Collected data
***

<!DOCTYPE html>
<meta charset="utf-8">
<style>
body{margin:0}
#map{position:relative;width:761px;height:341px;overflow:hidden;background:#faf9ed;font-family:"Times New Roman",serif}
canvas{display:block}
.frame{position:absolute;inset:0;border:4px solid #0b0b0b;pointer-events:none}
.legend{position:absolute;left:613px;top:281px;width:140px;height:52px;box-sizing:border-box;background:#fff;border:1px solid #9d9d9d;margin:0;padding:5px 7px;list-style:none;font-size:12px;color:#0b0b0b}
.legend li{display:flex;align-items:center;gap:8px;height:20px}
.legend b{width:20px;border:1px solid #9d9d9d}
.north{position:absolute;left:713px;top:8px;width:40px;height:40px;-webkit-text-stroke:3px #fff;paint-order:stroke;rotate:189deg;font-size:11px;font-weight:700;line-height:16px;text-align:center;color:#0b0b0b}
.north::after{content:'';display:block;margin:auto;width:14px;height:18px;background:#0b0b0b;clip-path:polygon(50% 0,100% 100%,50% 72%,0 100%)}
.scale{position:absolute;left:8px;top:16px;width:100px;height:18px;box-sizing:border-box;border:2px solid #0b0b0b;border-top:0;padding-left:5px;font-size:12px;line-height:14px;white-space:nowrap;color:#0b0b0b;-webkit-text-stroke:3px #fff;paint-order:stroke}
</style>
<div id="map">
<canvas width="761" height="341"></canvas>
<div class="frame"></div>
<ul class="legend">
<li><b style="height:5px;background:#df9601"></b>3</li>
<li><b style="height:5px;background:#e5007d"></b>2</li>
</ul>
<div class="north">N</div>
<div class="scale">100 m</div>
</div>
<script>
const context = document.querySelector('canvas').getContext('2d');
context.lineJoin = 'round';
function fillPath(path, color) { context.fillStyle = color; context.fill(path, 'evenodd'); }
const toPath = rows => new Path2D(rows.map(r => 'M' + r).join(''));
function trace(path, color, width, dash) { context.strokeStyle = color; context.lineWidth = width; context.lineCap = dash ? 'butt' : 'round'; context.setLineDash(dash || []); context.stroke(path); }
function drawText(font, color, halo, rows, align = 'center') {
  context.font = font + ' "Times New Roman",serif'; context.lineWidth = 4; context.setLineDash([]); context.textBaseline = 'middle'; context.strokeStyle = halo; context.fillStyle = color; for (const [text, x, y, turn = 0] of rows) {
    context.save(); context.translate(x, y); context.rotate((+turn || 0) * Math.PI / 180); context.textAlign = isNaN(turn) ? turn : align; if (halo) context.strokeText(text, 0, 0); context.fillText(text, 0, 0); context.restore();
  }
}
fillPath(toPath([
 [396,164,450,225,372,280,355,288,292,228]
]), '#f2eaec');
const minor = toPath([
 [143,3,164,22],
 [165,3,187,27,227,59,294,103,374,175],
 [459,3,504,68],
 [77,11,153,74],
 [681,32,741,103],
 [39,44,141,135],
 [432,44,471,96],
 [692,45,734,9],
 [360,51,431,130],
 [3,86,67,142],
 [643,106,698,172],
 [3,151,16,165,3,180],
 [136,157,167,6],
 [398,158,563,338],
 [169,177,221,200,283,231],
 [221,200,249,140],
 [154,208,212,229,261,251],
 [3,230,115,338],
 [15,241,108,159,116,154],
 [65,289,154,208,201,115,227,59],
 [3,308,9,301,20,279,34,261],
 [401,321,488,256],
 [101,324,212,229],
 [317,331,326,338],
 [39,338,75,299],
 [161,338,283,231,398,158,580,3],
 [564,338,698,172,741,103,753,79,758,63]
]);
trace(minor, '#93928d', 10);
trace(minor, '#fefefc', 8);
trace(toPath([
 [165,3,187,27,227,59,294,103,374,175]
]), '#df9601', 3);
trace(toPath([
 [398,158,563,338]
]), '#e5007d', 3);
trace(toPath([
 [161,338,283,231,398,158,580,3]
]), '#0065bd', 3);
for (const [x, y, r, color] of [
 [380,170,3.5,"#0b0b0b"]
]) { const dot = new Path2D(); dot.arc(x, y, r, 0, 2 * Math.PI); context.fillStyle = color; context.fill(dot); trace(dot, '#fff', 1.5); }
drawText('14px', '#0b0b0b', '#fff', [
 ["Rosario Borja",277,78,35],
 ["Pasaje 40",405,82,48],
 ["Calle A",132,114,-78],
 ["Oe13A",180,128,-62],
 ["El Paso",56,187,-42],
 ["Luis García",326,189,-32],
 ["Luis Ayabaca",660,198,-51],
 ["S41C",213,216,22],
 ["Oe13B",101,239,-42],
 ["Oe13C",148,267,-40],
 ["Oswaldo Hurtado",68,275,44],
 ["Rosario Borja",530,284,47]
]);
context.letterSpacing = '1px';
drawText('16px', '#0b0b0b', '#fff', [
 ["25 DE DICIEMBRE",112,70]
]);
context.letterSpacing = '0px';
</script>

***

Exercise:
Your answer should be the lines of the records that include the word "lineWidth".

Your solution:
function trace(path, color, width, dash) { context.strokeStyle = color; context.lineWidth = width; context.lineCap = dash ? 'butt' : 'round'; context.setLineDash(dash || []); context.stroke(path); }
  context.font = font + ' "Times New Roman",serif'; context.lineWidth = 4; context.setLineDash([]); context.textBaseline = 'middle'; context.strokeStyle = halo; context.fillStyle = color; for (const [text, x, y, turn = 0] of rows) {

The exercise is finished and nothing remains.